#### Aim of the task
For each line of the data below that contains "roads", return that line.

Collected data:
§ §

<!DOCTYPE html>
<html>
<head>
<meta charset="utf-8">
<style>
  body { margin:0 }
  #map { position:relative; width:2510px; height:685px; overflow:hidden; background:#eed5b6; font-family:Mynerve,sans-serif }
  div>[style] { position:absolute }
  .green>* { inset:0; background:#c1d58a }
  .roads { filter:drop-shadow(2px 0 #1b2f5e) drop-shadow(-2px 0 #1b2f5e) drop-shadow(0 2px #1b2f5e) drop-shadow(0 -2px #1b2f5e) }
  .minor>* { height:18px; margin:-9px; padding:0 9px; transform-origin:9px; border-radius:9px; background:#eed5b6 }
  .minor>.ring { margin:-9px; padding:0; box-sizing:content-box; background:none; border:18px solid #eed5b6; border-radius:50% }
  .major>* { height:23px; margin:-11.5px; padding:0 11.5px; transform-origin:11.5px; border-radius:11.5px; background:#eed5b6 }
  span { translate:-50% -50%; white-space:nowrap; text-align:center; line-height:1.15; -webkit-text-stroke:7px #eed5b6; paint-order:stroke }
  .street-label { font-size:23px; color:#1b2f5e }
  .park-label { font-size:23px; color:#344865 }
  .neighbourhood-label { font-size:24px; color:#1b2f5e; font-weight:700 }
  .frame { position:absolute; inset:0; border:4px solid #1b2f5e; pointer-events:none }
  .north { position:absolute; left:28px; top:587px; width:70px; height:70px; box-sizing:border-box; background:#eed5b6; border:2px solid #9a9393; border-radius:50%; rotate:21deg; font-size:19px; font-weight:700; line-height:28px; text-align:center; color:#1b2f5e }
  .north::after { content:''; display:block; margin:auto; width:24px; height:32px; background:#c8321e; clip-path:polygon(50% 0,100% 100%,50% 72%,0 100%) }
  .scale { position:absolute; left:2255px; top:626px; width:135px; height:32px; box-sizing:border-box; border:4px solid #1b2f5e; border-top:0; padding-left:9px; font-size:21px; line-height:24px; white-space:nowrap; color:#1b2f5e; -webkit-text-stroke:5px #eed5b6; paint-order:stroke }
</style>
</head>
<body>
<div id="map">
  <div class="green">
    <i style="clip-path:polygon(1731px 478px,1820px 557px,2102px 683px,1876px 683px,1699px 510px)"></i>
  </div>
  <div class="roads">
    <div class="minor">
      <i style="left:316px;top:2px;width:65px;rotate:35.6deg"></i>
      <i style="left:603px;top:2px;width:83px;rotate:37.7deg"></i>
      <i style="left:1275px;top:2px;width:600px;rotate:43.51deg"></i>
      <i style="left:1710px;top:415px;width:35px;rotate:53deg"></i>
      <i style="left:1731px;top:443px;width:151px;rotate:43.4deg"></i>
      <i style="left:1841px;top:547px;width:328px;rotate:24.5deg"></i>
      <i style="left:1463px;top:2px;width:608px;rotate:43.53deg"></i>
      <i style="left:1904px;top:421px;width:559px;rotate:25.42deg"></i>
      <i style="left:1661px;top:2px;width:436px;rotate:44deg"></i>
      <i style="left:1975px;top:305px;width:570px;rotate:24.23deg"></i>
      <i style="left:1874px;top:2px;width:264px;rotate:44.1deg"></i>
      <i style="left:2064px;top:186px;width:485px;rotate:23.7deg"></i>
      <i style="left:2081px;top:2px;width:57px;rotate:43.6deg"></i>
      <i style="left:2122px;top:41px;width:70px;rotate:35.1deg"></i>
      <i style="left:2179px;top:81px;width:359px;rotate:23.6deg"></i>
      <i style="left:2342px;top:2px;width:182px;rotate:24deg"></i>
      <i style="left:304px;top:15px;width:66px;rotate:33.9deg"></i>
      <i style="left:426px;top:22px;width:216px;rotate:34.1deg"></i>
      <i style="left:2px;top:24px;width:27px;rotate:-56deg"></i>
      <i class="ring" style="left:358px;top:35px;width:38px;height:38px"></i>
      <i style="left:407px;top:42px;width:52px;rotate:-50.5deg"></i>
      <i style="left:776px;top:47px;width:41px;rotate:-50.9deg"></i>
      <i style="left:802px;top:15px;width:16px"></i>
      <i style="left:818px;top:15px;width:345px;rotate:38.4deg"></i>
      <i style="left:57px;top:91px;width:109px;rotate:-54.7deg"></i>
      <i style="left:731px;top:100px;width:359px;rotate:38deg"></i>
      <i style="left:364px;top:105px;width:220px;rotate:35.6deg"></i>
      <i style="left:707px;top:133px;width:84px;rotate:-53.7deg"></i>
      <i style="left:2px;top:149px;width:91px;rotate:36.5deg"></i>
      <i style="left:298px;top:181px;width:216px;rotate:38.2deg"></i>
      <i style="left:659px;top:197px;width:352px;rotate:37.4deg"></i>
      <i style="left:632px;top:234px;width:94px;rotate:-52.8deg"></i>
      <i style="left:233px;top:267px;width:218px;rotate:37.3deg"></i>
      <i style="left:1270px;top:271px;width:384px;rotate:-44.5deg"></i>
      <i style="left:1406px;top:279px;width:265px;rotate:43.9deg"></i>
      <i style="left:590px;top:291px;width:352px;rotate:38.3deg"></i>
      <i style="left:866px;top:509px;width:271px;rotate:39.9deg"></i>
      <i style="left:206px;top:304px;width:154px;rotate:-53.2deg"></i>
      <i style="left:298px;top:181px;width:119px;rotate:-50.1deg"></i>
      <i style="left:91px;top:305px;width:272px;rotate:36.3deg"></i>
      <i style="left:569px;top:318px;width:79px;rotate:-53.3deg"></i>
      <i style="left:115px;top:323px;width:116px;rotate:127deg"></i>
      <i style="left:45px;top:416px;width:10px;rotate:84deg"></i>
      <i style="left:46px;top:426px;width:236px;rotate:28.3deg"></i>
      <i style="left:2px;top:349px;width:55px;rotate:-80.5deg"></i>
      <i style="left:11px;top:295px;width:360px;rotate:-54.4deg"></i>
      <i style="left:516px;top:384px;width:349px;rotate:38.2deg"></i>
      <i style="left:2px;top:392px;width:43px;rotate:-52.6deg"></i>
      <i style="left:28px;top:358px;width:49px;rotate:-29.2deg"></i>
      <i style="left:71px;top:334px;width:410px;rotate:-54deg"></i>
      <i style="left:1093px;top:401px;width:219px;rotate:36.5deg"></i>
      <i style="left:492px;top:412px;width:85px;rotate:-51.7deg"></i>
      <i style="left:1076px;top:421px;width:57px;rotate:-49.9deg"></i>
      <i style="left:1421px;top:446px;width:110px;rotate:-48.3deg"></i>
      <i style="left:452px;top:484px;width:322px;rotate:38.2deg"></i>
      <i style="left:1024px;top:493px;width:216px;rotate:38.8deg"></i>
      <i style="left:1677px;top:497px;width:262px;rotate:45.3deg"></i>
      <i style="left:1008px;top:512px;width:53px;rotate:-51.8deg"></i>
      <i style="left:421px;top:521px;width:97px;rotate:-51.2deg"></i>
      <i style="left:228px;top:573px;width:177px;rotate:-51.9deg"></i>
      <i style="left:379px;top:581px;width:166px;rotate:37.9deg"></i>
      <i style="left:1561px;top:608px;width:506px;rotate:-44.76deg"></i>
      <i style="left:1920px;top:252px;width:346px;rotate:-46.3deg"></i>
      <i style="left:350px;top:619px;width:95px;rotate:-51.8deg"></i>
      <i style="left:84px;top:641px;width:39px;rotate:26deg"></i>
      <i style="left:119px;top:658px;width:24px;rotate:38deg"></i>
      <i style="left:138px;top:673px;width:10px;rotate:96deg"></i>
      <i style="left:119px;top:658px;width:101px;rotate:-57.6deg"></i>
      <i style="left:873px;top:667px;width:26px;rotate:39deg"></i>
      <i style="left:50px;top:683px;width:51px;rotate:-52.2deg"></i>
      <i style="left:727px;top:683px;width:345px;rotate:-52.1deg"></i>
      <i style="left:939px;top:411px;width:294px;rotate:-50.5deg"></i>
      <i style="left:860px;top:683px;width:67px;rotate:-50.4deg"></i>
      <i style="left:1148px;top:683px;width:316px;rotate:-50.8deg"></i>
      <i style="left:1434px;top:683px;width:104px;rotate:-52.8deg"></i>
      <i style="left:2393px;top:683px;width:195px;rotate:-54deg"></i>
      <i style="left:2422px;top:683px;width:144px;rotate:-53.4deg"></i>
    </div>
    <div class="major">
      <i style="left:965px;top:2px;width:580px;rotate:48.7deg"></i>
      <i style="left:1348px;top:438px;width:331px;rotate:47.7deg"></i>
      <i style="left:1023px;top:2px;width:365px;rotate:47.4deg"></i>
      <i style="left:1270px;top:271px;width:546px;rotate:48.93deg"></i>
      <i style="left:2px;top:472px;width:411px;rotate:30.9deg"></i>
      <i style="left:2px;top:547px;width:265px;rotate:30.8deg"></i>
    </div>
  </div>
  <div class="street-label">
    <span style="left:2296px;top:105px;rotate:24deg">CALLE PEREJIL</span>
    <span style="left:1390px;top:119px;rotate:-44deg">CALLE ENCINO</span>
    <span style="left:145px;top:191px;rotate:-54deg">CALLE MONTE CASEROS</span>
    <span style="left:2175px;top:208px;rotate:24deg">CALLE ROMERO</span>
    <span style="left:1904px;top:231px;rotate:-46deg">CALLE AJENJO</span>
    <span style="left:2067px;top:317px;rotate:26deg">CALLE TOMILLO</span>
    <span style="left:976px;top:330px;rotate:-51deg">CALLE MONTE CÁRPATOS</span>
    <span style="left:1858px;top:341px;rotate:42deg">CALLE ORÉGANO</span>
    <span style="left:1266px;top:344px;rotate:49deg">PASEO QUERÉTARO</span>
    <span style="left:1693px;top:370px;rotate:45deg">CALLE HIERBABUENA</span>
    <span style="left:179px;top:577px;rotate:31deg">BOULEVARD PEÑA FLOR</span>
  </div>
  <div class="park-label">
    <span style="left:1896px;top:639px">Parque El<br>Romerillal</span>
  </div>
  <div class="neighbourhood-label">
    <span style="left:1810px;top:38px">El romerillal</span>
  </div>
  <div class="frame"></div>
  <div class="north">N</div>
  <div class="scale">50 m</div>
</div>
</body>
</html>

§ §

#### Solution
  .roads { filter:drop-shadow(2px 0 #1b2f5e) drop-shadow(-2px 0 #1b2f5e) drop-shadow(0 2px #1b2f5e) drop-shadow(0 -2px #1b2f5e) }
  <div class="roads">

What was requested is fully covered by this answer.